Monday, September 23, 2013

My thoughts on the good breeder.

Firstly, the good breeder must be able to understand and appreciate the characteristics of the species. He must be aware of the characteristics that had in the first place, made the species so irresistible and so popular with the hobbyists. He is guided only by a vision in his head, of a magnificient specimen that could excel in all the desired traits and he will not compromise with the fads and trends created to capitalise on the popularity of the species.

At the same time, he must always be conscious of the status of the species in the wild and will do his best to contribute in anyway he can for the conservation of the species. He must always try his best to prevent his captive breeding from causing any significant impacts on the wild genetic pool.

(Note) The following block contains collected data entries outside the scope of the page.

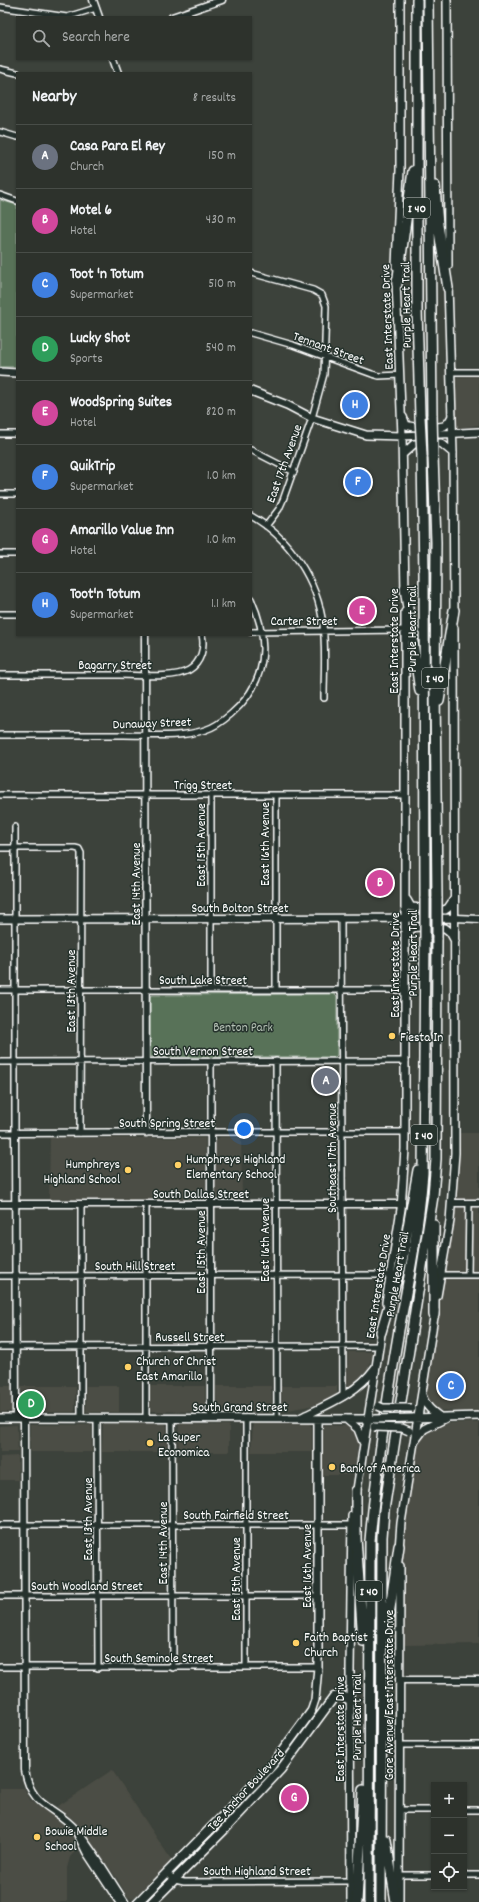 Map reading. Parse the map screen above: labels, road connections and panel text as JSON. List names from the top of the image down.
{
  "streets": {
    "highway": ["I 40", "Purple Heart Trail"],
    "main road": [
      "East Interstate Drive",
      "East 16th Avenue",
      "South Bolton Street",
      "South Grand Street",
      "Gore Avenue/East Interstate Drive",
      "Tee Anchor Boulevard"
    ],
    "street": [
      "Tennant Street",
      "East 17th Avenue",
      "Carter Street",
      "Bagarry Street",
      "Dunaway Street",
      "Trigg Street",
      "East 15th Avenue",
      "East 14th Avenue",
      "South Lake Street",
      "East 13th Avenue",
      "South Vernon Street",
      "South Spring Street",
      "Southeast 17th Avenue",
      "South Dallas Street",
      "South Hill Street",
      "Russell Street",
      "South Fairfield Street",
      "South Woodland Street",
      "South Seminole Street",
      "South Highland Street"
    ]
  },
  "crossings": [
    ["East Interstate Drive", "Tennant Street"],
    ["East Interstate Drive", "Carter Street"],
    ["East Interstate Drive", "Trigg Street"],
    ["East Interstate Drive", "South Bolton Street"],
    ["East Interstate Drive", "South Lake Street"],
    ["East Interstate Drive", "South Vernon Street"],
    ["East Interstate Drive", "South Spring Street"],
    ["East Interstate Drive", "South Dallas Street"],
    ["East Interstate Drive", "South Hill Street"],
    ["East Interstate Drive", "Russell Street"],
    ["East Interstate Drive", "South Grand Street"],
    ["East Interstate Drive", "South Fairfield Street"],
    ["East Interstate Drive", "Tee Anchor Boulevard"],
    ["East Interstate Drive", "South Highland Street"],
    ["Tennant Street", "East 17th Avenue"],
    ["Carter Street", "Dunaway Street"],
    ["Bagarry Street", "East 14th Avenue"],
    ["Dunaway Street", "East 14th Avenue"],
    ["Trigg Street", "East 16th Avenue"],
    ["Trigg Street", "East 15th Avenue"],
    ["Trigg Street", "East 14th Avenue"],
    ["East 16th Avenue", "South Bolton Street"],
    ["East 16th Avenue", "South Lake Street"],
    ["East 16th Avenue", "South Vernon Street"],
    ["East 16th Avenue", "South Spring Street"],
    ["East 16th Avenue", "South Dallas Street"],
    ["East 16th Avenue", "South Hill Street"],
    ["East 16th Avenue", "Russell Street"],
    ["East 16th Avenue", "South Grand Street"],
    ["East 16th Avenue", "South Fairfield Street"],
    ["East 16th Avenue", "South Woodland Street"],
    ["East 16th Avenue", "South Seminole Street"],
    ["East 16th Avenue", "Tee Anchor Boulevard"],
    ["East 15th Avenue", "South Bolton Street"],
    ["East 15th Avenue", "South Lake Street"],
    ["East 15th Avenue", "South Vernon Street"],
    ["East 15th Avenue", "South Spring Street"],
    ["East 15th Avenue", "South Dallas Street"],
    ["East 15th Avenue", "South Hill Street"],
    ["East 15th Avenue", "Russell Street"],
    ["East 15th Avenue", "South Grand Street"],
    ["East 15th Avenue", "South Fairfield Street"],
    ["East 15th Avenue", "South Woodland Street"],
    ["East 15th Avenue", "South Seminole Street"],
    ["East 14th Avenue", "South Bolton Street"],
    ["East 14th Avenue", "South Lake Street"],
    ["East 14th Avenue", "South Vernon Street"],
    ["East 14th Avenue", "South Spring Street"],
    ["East 14th Avenue", "South Grand Street"],
    ["East 14th Avenue", "South Fairfield Street"],
    ["East 14th Avenue", "South Woodland Street"],
    ["East 14th Avenue", "South Seminole Street"],
    ["South Bolton Street", "East 13th Avenue"],
    ["South Bolton Street", "Southeast 17th Avenue"],
    ["South Lake Street", "East 13th Avenue"],
    ["South Lake Street", "Southeast 17th Avenue"],
    ["East 13th Avenue", "South Vernon Street"],
    ["East 13th Avenue", "South Spring Street"],
    ["East 13th Avenue", "South Grand Street"],
    ["East 13th Avenue", "South Fairfield Street"],
    ["East 13th Avenue", "South Woodland Street"],
    ["East 13th Avenue", "South Seminole Street"],
    ["South Vernon Street", "Southeast 17th Avenue"],
    ["South Spring Street", "Southeast 17th Avenue"],
    ["Southeast 17th Avenue", "South Dallas Street"],
    ["Southeast 17th Avenue", "South Hill Street"],
    ["Southeast 17th Avenue", "Russell Street"],
    ["South Grand Street", "Gore Avenue/East Interstate Drive"],
    ["Tee Anchor Boulevard", "South Highland Street"]
  ],
  "parks": ["Benton Park"],
  "places": [
    "Fiesta In",
    "Humphreys Highland Elementary School",
    "Humphreys Highland School",
    "Church of Christ East Amarillo",
    "La Super Economica",
    "Bank of America",
    "Faith Baptist Church",
    "Bowie Middle School"
  ],
  "page": {
    "search": "Search here",
    "heading": ["Nearby", "8 results"],
    "list": [
      {
        "mark": "A",
        "name": "Casa Para El Rey",
        "note": "Church",
        "value": "150 m"
      },
      {
        "mark": "B",
        "name": "Motel 6",
        "note": "Hotel",
        "value": "430 m"
      },
      {
        "mark": "C",
        "name": "Toot 'n Totum",
        "note": "Supermarket",
        "value": "510 m"
      },
      {
        "mark": "D",
        "name": "Lucky Shot",
        "note": "Sports",
        "value": "540 m"
      },
      {
        "mark": "E",
        "name": "WoodSpring Suites",
        "note": "Hotel",
        "value": "820 m"
      },
      {
        "mark": "F",
        "name": "QuikTrip",
        "note": "Supermarket",
        "value": "1.0 km"
      },
      {
        "mark": "G",
        "name": "Amarillo Value Inn",
        "note": "Hotel",
        "value": "1.0 km"
      },
      {
        "mark": "H",
        "name": "Toot'n Totum",
        "note": "Supermarket",
        "value": "1.1 km"
      }
    ],
    "pins": [
      "H",
      "F",
      "E",
      "B",
      "A",
      "C",
      "D",
      "G"
    ],
    "map_buttons": ["+", "−"]
  }
}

Secondly, the good breeder must also be knowledgeable. He is driven by his genuine passion to continuously seek out the knowledge that could help him towards his goal of producing quality specimens and to provide the best for the birds under his care. He will continuosly strive to have a deeper understanding of matters related to what he is doing and will make sacrifices in order to obtain the answers that he seek. He will not preach what he is unsure of but he will readily share his experiences.

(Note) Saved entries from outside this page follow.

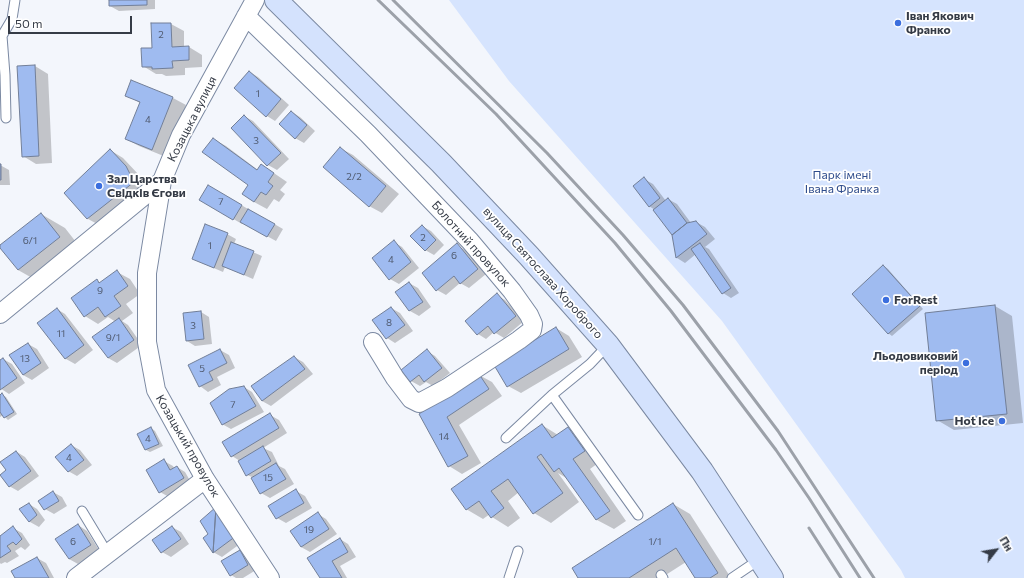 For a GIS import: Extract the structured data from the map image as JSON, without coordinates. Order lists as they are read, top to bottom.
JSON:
{
  "streets": {
    "main road": ["вулиця Святослава Хороброго"],
    "street": ["Козацька вулиця", "Болотний провулок", "Козацький провулок"]
  },
  "crossings": [
    ["Козацька вулиця", "Болотний провулок"],
    ["Козацька вулиця", "Козацький провулок"]
  ],
  "parks": ["Парк імені Івана Франка"],
  "places": [
    "Іван Якович Франко",
    "Зал Царства Свідків Єгови",
    "ForRest",
    "Льодовиковий період",
    "Hot Ice"
  ],
  "house_numbers": [
    "2",
    "1",
    "4",
    "3",
    "2/2",
    "7",
    "2",
    "6/1",
    "1",
    "6",
    "4",
    "9",
    "8",
    "3",
    "11",
    "9/1",
    "13",
    "5",
    "7",
    "14",
    "4",
    "4",
    "15",
    "19",
    "6",
    "1/1"
  ],
  "scale_bar": "50 m",
  "north": "top right"
}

Finally, the good breeder must strike a balance between profits and ethics. The latter serves to preserve the meaning of being involved in a hobby. A breeder with no ethics will not have the integrity that the hobbyists need to rely upon and he will never be able to earn the respect from fellow breeders.

No, I am not talking about myself. I am just reminding myself to never lose sight of my objectives.


Wednesday, September 18, 2013

JL54 to be sold to a player.

Last year, Funkie fathered 3 chicks, out of which only a female survived. It was disappointing because we had hoped that there will be male offsprings to give us some indications as to whether his sons will be birds worthy of the arena.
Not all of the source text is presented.